Thereafter, to secure uniformity of decision in the future, the Chair of the Appeals Board, upon unanimous vote of its members, assigned these cases to the Appeals Board as a whole for an en banc decision. The cases at issue are defined as: “The Cases Involving a Labor Code section 4903.05(c) Declaration filed after 5:00 p.m. on Friday, June 30, 2017 through 5:00 p.m. on Monday, July 3, 2017 where a Petition for Reconsideration was filed on the issue of timeliness of the filing” and are designated as The Lien Cases.

The Lien Cases were consolidated on motion of the Appeals Board for the limited purpose of making the orders herein, including designating Rodriguez v. Garden Plating Co. (ADJ8588344) as the master case and designating service of this decision to lien claimants’ representative, Maximum Medical.

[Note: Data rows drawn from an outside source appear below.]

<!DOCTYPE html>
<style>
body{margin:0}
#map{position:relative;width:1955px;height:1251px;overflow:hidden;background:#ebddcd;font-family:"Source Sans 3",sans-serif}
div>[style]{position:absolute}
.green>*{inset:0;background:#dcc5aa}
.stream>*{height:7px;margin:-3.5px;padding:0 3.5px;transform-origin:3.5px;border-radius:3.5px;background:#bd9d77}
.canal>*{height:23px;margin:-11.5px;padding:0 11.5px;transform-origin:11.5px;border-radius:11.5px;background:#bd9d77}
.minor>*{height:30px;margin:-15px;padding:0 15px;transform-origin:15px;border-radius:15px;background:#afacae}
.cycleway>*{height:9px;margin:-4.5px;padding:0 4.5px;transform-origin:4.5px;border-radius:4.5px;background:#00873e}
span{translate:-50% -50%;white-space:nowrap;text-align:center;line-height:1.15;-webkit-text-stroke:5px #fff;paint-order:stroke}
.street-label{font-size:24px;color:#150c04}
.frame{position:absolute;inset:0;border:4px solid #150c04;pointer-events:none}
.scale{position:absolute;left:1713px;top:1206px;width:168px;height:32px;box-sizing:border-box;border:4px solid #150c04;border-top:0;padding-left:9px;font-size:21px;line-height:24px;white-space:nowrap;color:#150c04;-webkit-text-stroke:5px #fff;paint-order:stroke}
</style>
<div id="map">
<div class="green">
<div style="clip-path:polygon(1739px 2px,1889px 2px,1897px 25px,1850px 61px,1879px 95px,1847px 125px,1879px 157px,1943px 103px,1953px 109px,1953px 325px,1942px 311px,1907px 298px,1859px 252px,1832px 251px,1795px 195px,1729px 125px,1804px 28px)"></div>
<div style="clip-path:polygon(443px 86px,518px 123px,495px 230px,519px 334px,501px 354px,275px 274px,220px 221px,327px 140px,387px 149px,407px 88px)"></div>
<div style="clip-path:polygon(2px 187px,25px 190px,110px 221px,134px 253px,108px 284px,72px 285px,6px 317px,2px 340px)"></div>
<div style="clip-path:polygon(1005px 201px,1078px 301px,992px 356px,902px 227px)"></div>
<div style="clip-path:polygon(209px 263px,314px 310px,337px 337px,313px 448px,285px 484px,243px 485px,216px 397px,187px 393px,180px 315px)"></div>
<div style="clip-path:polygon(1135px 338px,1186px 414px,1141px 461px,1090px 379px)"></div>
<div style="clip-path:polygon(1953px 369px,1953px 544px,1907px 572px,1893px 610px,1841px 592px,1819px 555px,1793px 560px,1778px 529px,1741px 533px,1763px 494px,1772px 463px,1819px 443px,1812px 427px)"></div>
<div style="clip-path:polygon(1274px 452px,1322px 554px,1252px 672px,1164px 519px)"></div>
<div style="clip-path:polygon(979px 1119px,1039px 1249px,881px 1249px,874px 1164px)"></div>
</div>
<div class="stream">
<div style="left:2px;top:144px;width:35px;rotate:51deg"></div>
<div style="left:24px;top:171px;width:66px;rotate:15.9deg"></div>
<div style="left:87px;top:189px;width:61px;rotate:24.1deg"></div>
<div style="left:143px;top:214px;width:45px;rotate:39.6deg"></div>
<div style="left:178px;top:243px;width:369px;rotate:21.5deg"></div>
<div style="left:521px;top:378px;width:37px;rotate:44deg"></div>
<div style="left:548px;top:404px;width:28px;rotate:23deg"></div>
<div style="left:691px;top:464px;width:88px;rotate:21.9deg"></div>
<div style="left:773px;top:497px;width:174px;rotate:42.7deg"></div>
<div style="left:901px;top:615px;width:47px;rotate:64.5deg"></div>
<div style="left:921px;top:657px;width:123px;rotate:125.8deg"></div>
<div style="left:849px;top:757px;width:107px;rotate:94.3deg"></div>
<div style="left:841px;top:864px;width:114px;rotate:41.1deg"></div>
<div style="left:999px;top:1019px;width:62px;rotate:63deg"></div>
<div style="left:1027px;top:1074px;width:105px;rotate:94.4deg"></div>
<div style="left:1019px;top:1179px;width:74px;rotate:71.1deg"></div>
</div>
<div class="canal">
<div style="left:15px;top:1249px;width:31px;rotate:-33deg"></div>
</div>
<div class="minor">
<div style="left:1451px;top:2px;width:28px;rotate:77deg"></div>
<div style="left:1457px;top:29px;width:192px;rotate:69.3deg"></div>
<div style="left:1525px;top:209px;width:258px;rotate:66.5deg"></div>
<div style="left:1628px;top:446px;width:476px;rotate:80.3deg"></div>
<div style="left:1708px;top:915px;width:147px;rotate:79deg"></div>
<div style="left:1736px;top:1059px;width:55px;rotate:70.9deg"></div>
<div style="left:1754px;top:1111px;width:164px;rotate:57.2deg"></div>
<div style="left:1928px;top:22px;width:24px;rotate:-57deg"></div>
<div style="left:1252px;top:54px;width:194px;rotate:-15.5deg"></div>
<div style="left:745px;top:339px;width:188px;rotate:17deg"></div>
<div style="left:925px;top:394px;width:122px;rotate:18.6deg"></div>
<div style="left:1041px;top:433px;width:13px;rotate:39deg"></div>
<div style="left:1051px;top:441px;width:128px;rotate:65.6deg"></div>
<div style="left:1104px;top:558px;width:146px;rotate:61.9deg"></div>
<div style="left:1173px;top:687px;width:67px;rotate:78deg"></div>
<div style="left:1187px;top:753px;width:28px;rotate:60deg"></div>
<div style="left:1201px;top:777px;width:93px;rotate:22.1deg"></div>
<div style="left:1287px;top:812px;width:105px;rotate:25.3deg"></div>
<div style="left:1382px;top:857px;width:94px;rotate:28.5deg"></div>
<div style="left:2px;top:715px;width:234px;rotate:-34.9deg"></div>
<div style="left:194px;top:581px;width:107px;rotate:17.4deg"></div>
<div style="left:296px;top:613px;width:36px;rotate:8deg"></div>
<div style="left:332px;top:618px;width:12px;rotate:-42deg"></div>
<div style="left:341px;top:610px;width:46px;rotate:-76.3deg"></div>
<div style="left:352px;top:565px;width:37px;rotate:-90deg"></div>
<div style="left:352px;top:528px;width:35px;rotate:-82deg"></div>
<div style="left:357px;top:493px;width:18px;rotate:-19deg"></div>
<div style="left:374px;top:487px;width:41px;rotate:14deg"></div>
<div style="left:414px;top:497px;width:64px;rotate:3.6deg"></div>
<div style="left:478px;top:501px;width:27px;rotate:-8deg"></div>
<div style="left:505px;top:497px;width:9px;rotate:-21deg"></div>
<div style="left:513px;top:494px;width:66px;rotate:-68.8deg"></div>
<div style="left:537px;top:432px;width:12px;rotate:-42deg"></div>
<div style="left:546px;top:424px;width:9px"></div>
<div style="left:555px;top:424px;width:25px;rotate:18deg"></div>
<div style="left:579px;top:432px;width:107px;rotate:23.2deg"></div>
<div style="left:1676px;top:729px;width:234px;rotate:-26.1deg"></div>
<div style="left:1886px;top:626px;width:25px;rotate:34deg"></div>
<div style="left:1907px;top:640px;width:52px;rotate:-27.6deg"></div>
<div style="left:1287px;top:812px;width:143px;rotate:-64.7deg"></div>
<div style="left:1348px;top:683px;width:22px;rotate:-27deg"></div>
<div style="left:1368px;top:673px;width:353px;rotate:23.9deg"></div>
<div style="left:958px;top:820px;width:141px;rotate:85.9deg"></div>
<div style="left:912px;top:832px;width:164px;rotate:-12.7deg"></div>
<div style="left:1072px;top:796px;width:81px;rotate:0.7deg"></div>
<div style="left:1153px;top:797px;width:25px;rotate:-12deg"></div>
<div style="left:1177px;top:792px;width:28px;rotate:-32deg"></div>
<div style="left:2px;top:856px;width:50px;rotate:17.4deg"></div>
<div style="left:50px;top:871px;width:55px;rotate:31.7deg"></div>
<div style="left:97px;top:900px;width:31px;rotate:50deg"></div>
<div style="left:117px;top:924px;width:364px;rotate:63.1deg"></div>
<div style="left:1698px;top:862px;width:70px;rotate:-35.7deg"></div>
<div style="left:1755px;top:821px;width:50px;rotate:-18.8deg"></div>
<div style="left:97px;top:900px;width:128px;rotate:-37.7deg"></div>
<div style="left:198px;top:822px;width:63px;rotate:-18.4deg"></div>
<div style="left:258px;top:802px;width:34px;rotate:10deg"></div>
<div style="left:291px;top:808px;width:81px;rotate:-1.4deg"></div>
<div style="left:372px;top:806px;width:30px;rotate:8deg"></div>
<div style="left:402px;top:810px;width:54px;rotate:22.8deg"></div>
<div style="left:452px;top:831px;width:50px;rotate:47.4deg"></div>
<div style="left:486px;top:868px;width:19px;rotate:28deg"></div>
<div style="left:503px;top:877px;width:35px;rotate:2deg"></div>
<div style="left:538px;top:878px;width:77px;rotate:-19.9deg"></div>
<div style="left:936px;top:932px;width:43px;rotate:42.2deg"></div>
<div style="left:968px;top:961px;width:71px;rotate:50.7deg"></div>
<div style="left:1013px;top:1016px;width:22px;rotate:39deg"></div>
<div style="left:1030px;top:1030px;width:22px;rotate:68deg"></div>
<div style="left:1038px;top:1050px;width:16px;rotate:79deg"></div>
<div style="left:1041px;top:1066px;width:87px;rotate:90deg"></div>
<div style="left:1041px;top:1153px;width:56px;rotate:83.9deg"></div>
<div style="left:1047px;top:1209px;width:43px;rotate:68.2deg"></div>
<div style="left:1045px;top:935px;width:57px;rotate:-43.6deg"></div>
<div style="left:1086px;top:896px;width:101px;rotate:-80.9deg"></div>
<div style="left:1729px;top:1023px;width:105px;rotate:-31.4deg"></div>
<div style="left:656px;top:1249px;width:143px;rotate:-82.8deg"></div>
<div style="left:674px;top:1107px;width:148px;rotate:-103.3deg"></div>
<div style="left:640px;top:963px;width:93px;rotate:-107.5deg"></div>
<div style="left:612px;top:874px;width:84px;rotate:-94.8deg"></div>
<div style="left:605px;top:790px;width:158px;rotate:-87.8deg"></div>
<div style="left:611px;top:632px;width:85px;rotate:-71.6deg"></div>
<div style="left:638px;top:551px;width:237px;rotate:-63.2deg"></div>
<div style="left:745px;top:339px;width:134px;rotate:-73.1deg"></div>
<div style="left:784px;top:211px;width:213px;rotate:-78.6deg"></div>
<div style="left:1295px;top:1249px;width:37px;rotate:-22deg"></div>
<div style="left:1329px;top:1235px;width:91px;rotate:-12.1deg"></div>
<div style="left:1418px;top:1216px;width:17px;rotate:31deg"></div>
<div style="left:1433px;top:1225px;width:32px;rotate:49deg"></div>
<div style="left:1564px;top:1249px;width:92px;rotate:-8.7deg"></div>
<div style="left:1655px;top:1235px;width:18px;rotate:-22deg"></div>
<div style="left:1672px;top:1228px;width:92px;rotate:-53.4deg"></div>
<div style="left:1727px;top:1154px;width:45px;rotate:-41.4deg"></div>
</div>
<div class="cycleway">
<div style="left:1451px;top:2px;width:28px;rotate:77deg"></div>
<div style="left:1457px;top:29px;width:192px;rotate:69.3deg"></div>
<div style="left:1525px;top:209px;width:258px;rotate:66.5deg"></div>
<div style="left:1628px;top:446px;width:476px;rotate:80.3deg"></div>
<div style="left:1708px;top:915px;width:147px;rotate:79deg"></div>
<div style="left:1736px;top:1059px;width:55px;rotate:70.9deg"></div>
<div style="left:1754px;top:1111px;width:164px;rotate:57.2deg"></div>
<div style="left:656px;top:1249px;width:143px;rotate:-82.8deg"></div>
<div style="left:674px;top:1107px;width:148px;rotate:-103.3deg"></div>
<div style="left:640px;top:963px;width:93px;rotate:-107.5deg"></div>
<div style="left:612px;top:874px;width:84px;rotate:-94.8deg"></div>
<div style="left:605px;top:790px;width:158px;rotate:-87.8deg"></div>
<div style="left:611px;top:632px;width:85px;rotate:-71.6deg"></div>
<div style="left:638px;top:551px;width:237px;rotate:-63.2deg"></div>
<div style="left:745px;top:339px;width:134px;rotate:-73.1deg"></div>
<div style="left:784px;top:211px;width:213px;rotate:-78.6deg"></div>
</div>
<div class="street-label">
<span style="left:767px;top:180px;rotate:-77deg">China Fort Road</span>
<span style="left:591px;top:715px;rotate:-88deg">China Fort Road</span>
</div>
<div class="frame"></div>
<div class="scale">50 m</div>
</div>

The providers in the Lien Cases contend that since July 1, 2017 fell on a Saturday, the required declarations were timely filed because the declarations were filed no later than the close of business on Monday, July 3, 2017 so that the notation placed in EAMS by DWC was improper.

However, on October 3, 2017, DWC issued a Newsline stating in pertinent part that: [DWC] will lift the notation in its Electronic Adjudication Management System (EAMS) that indicates all liens with Labor Code section 4903.05(c) declarations filed on July 2 and July 3 were dismissed.

The DWC has now removed the notation as to dismissal. Accordingly, lien claimants are not aggrieved (Lab. Code, §§ 5900, 5903) and their Petitions for Reconsideration are moot. Thus, the WCAB ruled that the Petitions must be dismissed. As set forth above in the Newsline and as discussed below, the issue of timeliness must be adjudicated in each case in the first instance at the trial level. Accordingly, the WCAB made no opinion on the merits of the issue of whether the declarations were timely filed.

Given that the Petitions for Reconsideration are nearly identical and given the limited resources of the Appeals Board, consolidation of the cases for the narrow purpose of addressing the Petitions for Reconsideration was appropriate. The en banc decision shall apply to any case in which a Labor Code section 4903.05(c) Declaration was filed by a lien claimant after the close of business at 5:00 p.m. on Friday, June 30, 2017 through the close of business at 5:00 p.m. on Monday, July 3, 2017, whether or not the case number is identified in this decision.

Whether declarations filed after the close of business at 5:00 p.m. on Friday, June 30, 2017 through the close of business at 5:00 p.m. on Monday July 3, 2017 were timely filed is not presently at issue, and we make no determination as to the timeliness of filing of such declarations. Once such a determination has been made, any aggrieved person may seek review of such determination. (Lab. Code, §§ 5900, 5903.)